What do psoriasis, sun exposure, carrot seed oil, and celiac disease all have in common?

Well, actually, a lot. I could connect them by the autoimmune disease- vitamin D- intestinal permeability (via gluten exposure) link.

However, most importantly they all are the topics of this week’s reader’s questions and answers, VOLUME UNO! TA-DA!

More good news on this week’s post, you can relax your brain a bit, the blog is specific to be more reader friendly vs. a cranium strain!

Skin Condition, “Sun Allergy”, and Gluten

A Cloudy DayQ: Nancy S writes:

Thanks for this opportunity to ask a question. Do you think that psoriasis that gets worse in the summer and exposure to sun can be attributed to an allergy? I stayed away from gluten for a time and it did not seem to help. Any suggestions? I also try to eat a healthy balanced diet.
A: Thank you for your question, Nancy.

Let me give you a little background on psoriasis first and this will clarify the answer.

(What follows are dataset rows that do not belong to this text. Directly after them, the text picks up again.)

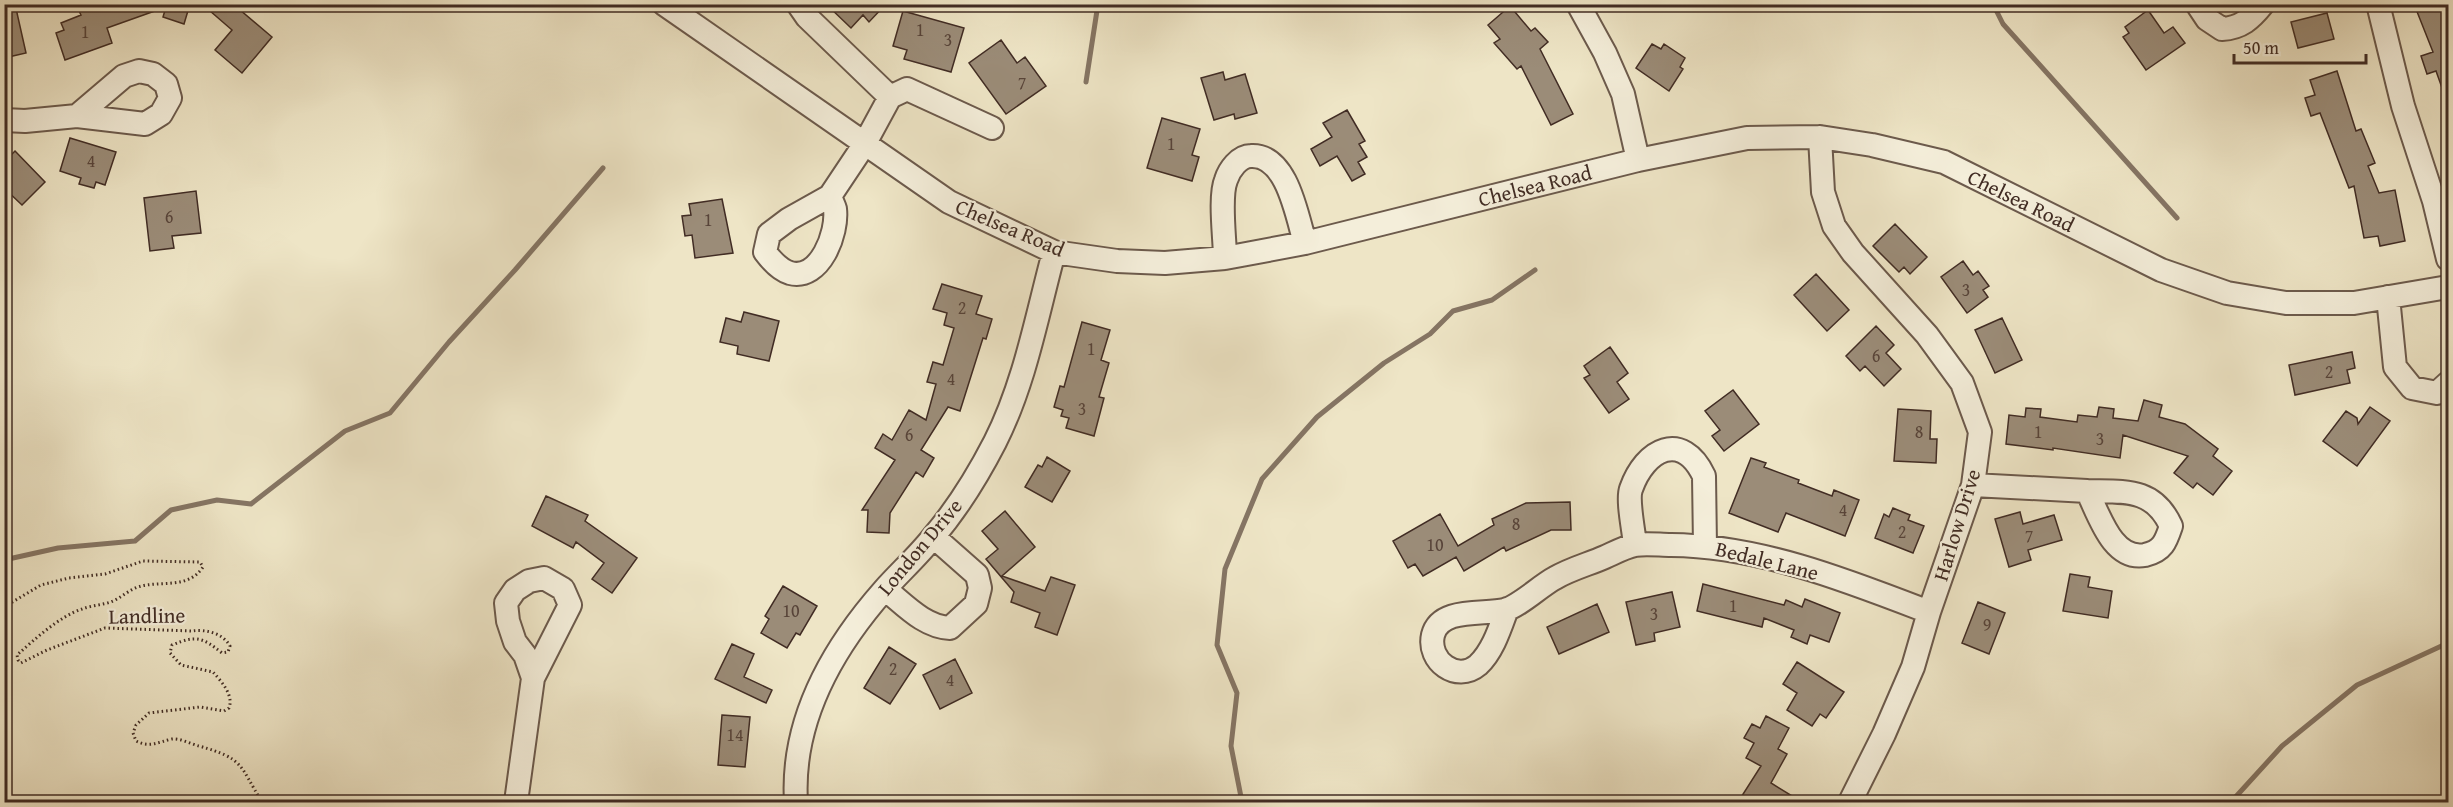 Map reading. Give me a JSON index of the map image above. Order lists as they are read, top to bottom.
{
  "streets": {
    "street": [
      "Chelsea Road",
      "Harlow Drive",
      "London Drive",
      "Bedale Lane"
    ],
    "path": ["Landline"]
  },
  "crossings": [
    ["Chelsea Road", "Harlow Drive"],
    ["Chelsea Road", "London Drive"],
    ["Harlow Drive", "Bedale Lane"]
  ],
  "house_numbers": [
    "1",
    "1",
    "3",
    "7",
    "1",
    "4",
    "6",
    "1",
    "3",
    "2",
    "1",
    "6",
    "2",
    "4",
    "3",
    "8",
    "1",
    "6",
    "3",
    "4",
    "8",
    "2",
    "7",
    "10",
    "1",
    "10",
    "3",
    "9",
    "2",
    "4",
    "14"
  ],
  "scale_bar": "50 m"
} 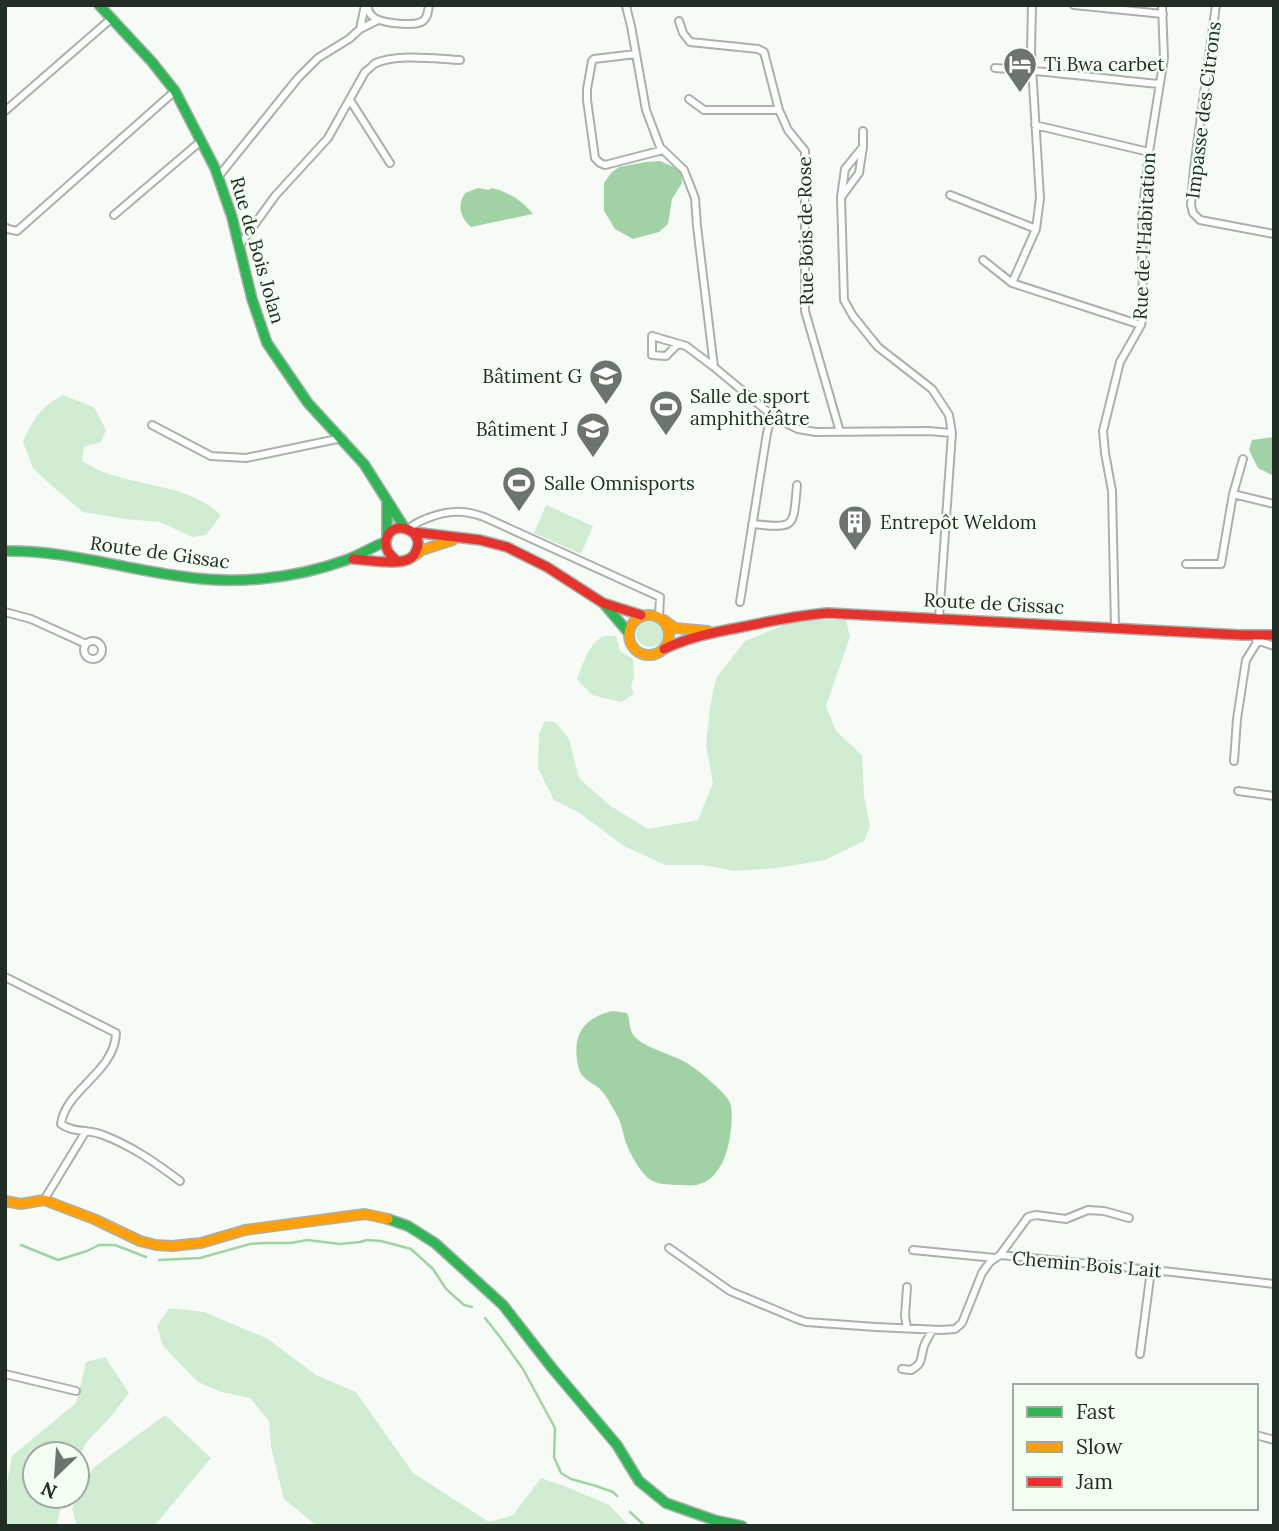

Psoriasis affects about 2% of the population and is an immune-mediated skin condition that comes in five main types: plaque, guttate, inverse, pustular, and erythrodermic. These all have different characteristic features to accompany the red, scaly patches, papules, and plaques that usually  itch.

This inflammatory skin condition results from skin cell layers not differentiating properly which causes its outermost layer, the epidermis, to over produce keratinocytes. The keratinocytes are responsible for protecting the skin from infections and environmental damage. However, in psoriasis these cells become damaged and infiltrations of immune cells that produce inflammatory mediators (cytokines) are released into the skin creating a dysfunctional inflammatory process. This is what is responsible for the manifestation of psoriasis.

Since psoriasis is related to an immune response that effects the skin, rather than a skin condition alone, anything that modulates immune health could have an effect on its relapsing and remitting qualities. This also means, those with psoriasis could be at risk of other conditions because the immune system has an effect on our whole body.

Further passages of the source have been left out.